WORK REQUIRED
Tally the lines of the data that include the word "JSON" and state the total, nothing else.
SUPPLIED MATERIAL Start Marker
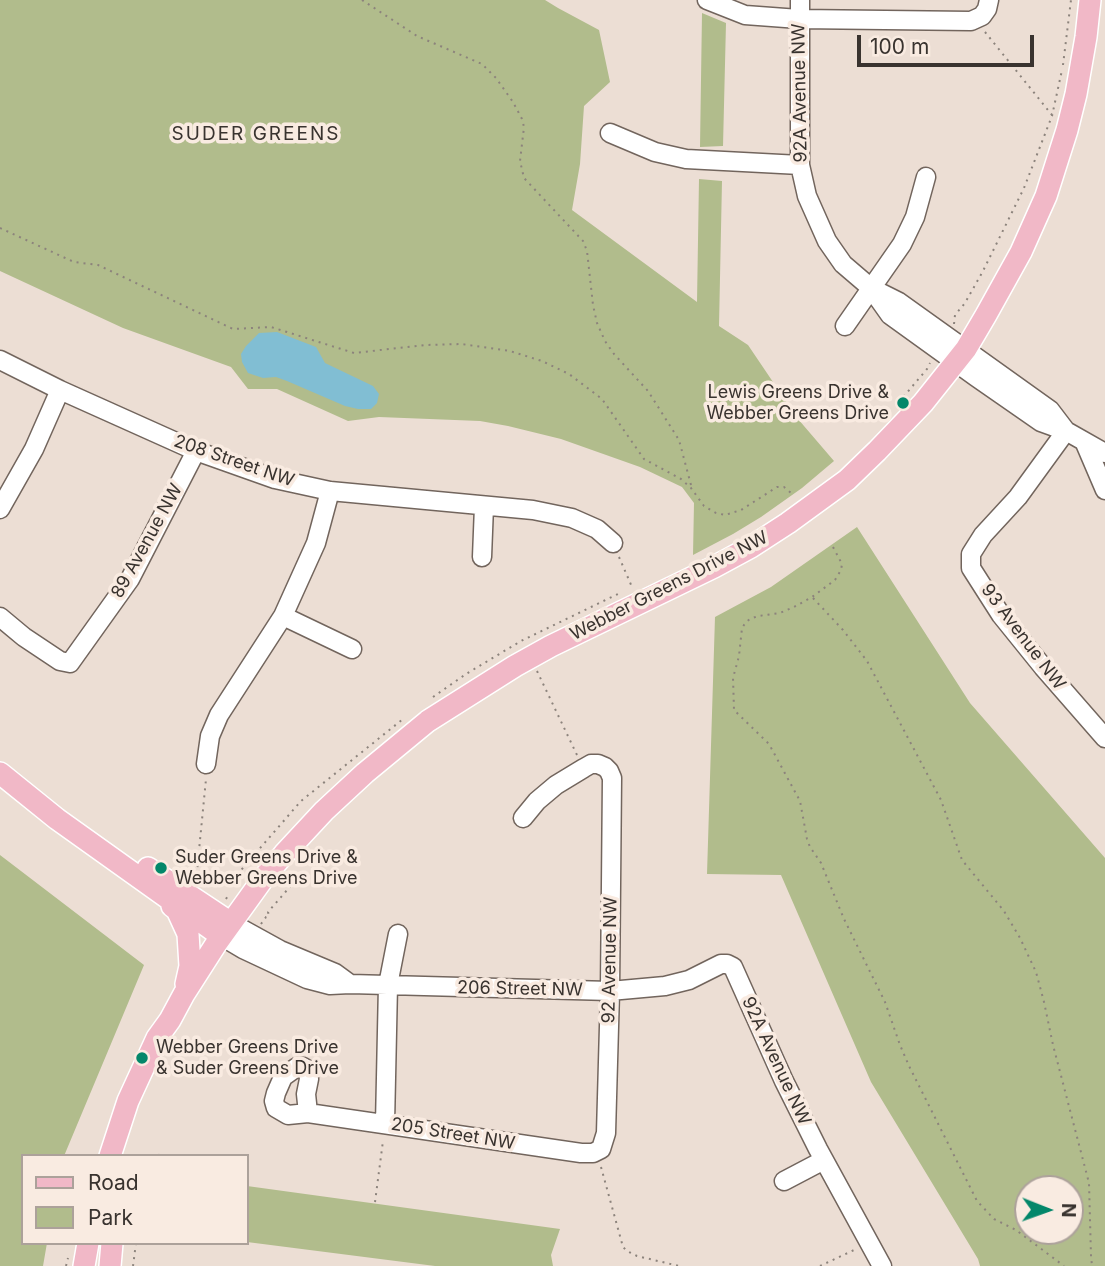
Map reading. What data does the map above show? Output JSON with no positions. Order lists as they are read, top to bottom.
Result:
{
  "streets": {
    "main road": ["Webber Greens Drive NW"],
    "street": [
      "92A Avenue NW",
      "208 Street NW",
      "89 Avenue NW",
      "93 Avenue NW",
      "92 Avenue NW",
      "206 Street NW",
      "205 Street NW"
    ]
  },
  "crossings": [
    ["92A Avenue NW", "Webber Greens Drive NW"],
    ["92A Avenue NW", "93 Avenue NW"],
    ["92A Avenue NW", "206 Street NW"],
    ["208 Street NW", "89 Avenue NW"],
    ["Webber Greens Drive NW", "206 Street NW"],
    ["92 Avenue NW", "206 Street NW"],
    ["92 Avenue NW", "205 Street NW"]
  ],
  "districts": ["SUDER GREENS"],
  "places": ["Lewis Greens Drive & Webber Greens Drive", "Suder Greens Drive & Webber Greens Drive", "Webber Greens Drive & Suder Greens Drive"],
  "legend": ["Road", "Park"],
  "scale_bar": "100 m",
  "north": "right"
}
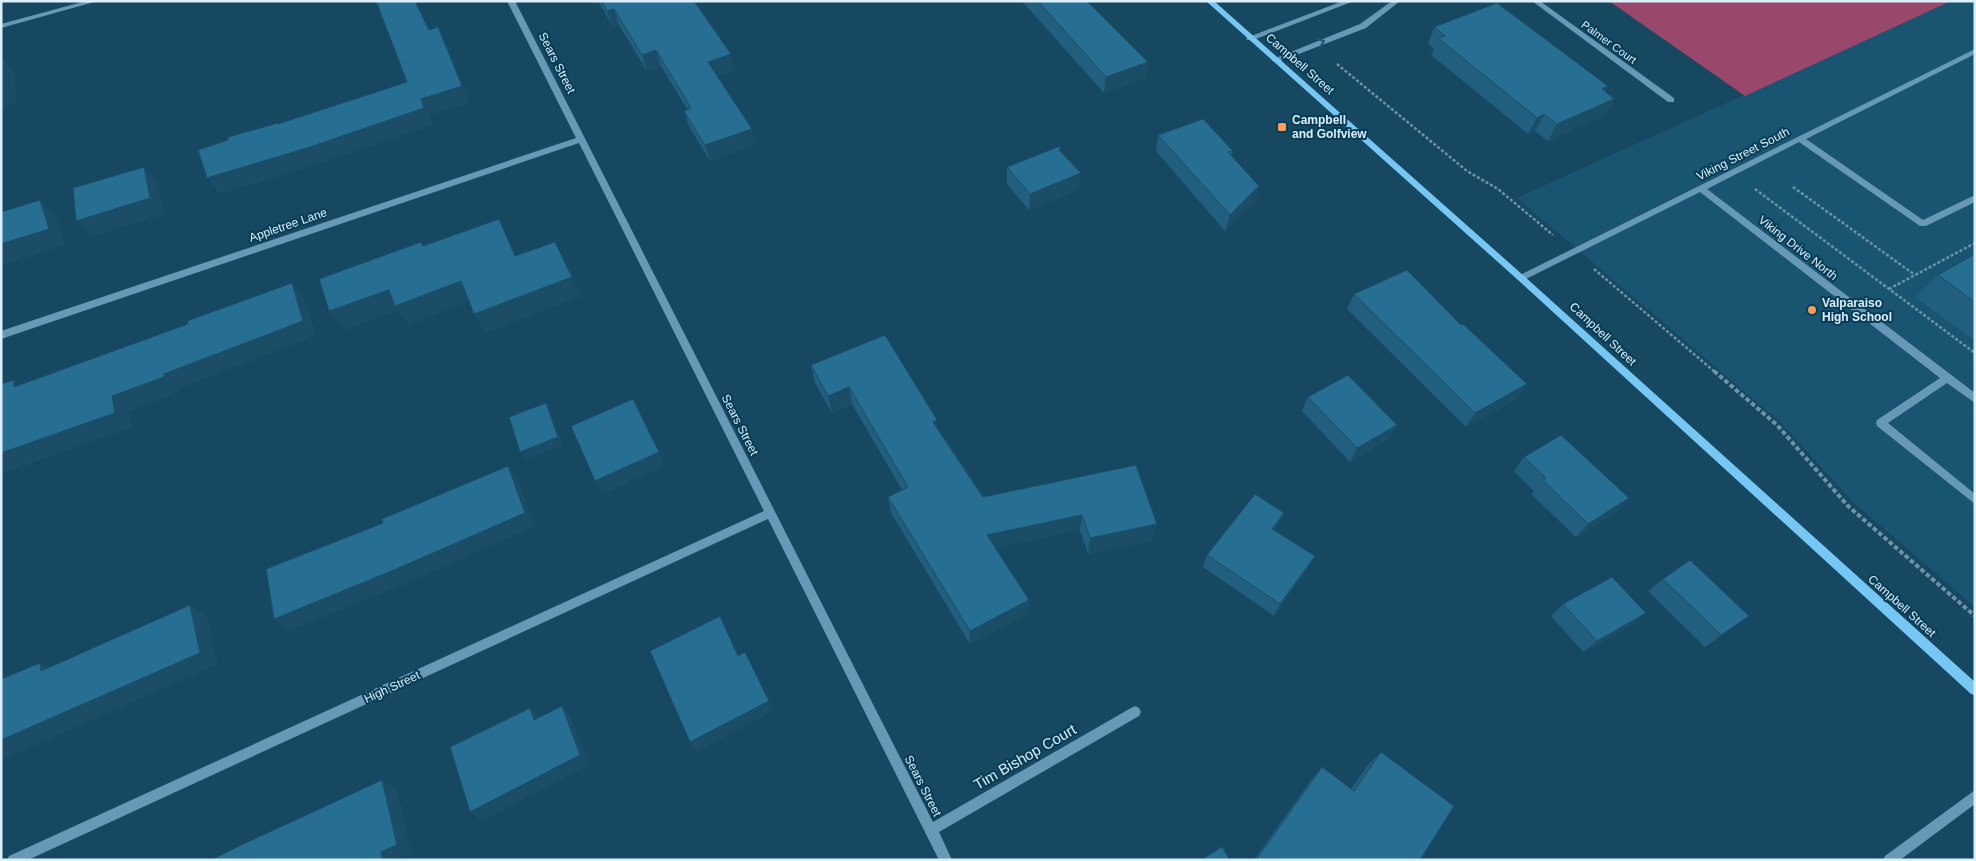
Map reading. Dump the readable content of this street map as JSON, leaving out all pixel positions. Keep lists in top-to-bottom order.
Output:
{
  "streets": {
    "main road": ["Campbell Street"],
    "street": [
      "Palmer Court",
      "Sears Street",
      "Viking Street South",
      "Appletree Lane",
      "Viking Drive North",
      "High Street",
      "Tim Bishop Court"
    ]
  },
  "crossings": [
    ["Sears Street", "Appletree Lane"],
    ["Sears Street", "High Street"],
    ["Sears Street", "Tim Bishop Court"],
    ["Campbell Street", "Viking Street South"],
    ["Viking Street South", "Viking Drive North"]
  ],
  "places": {
    "transit": ["Campbell and Golfview"],
    "other": ["Valparaiso High School"]
  }
}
SUPPLIED MATERIAL End Marker
WRITTEN ANSWER
2